What this task involves ->
Within these records, how many lines hold "read"? Give the number alone.

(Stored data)
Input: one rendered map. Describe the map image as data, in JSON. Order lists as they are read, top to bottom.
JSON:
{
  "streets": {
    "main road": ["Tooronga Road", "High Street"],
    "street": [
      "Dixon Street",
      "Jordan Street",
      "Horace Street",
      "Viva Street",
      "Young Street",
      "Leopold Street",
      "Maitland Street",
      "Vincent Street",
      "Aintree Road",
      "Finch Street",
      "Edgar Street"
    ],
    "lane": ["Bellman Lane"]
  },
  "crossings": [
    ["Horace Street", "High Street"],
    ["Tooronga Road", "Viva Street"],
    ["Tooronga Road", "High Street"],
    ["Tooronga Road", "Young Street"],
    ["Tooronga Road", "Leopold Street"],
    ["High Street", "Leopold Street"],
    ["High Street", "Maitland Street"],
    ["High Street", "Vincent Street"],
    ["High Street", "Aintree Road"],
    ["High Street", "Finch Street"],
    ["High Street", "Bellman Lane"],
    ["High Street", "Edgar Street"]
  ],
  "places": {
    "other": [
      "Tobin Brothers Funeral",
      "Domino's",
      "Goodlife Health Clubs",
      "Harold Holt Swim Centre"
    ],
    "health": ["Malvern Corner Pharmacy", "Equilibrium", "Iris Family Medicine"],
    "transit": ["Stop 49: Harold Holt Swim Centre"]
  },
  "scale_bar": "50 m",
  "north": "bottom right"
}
--
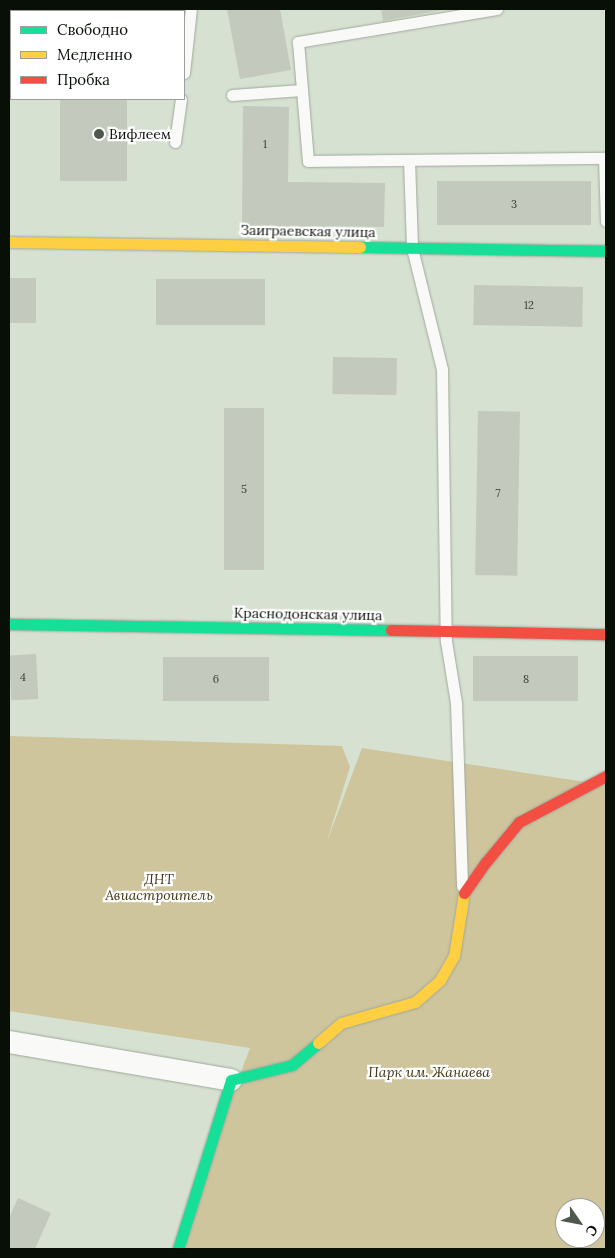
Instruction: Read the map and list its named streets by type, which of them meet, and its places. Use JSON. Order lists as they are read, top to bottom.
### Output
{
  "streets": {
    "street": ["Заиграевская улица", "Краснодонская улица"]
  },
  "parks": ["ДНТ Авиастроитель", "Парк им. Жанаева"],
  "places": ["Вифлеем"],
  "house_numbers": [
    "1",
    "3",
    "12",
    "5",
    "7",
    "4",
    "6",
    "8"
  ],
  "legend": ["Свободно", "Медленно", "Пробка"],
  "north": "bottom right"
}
---
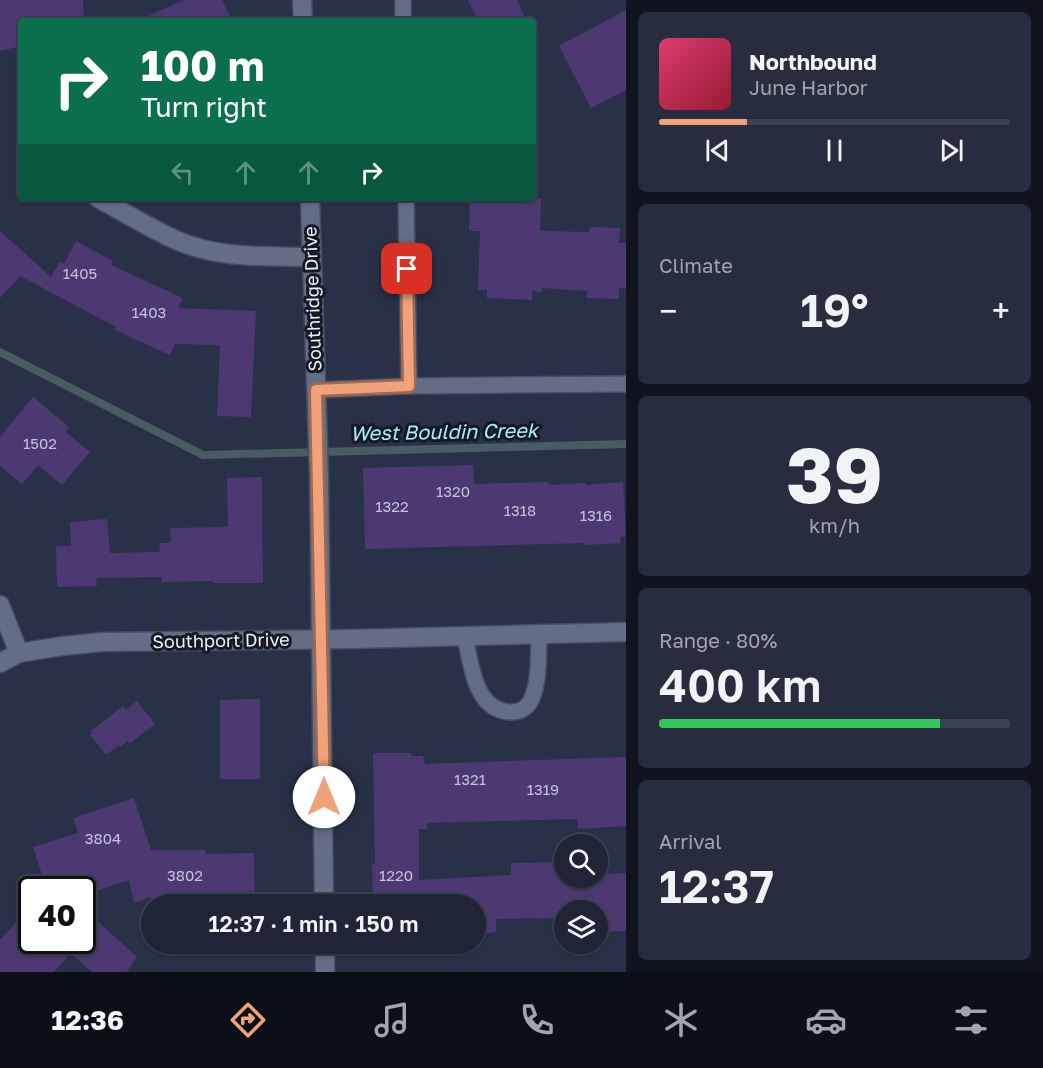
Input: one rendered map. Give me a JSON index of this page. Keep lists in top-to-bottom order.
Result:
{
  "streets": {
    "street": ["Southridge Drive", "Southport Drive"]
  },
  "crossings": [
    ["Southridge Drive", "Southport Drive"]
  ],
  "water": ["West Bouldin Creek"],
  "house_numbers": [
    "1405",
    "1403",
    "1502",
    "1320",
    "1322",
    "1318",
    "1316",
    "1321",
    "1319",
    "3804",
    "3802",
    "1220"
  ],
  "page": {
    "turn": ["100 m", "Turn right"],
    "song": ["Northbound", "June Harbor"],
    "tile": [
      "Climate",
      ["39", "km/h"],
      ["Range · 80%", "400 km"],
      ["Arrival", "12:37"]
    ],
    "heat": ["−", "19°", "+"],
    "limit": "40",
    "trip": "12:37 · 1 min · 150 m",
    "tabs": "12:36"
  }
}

Answer section ->
2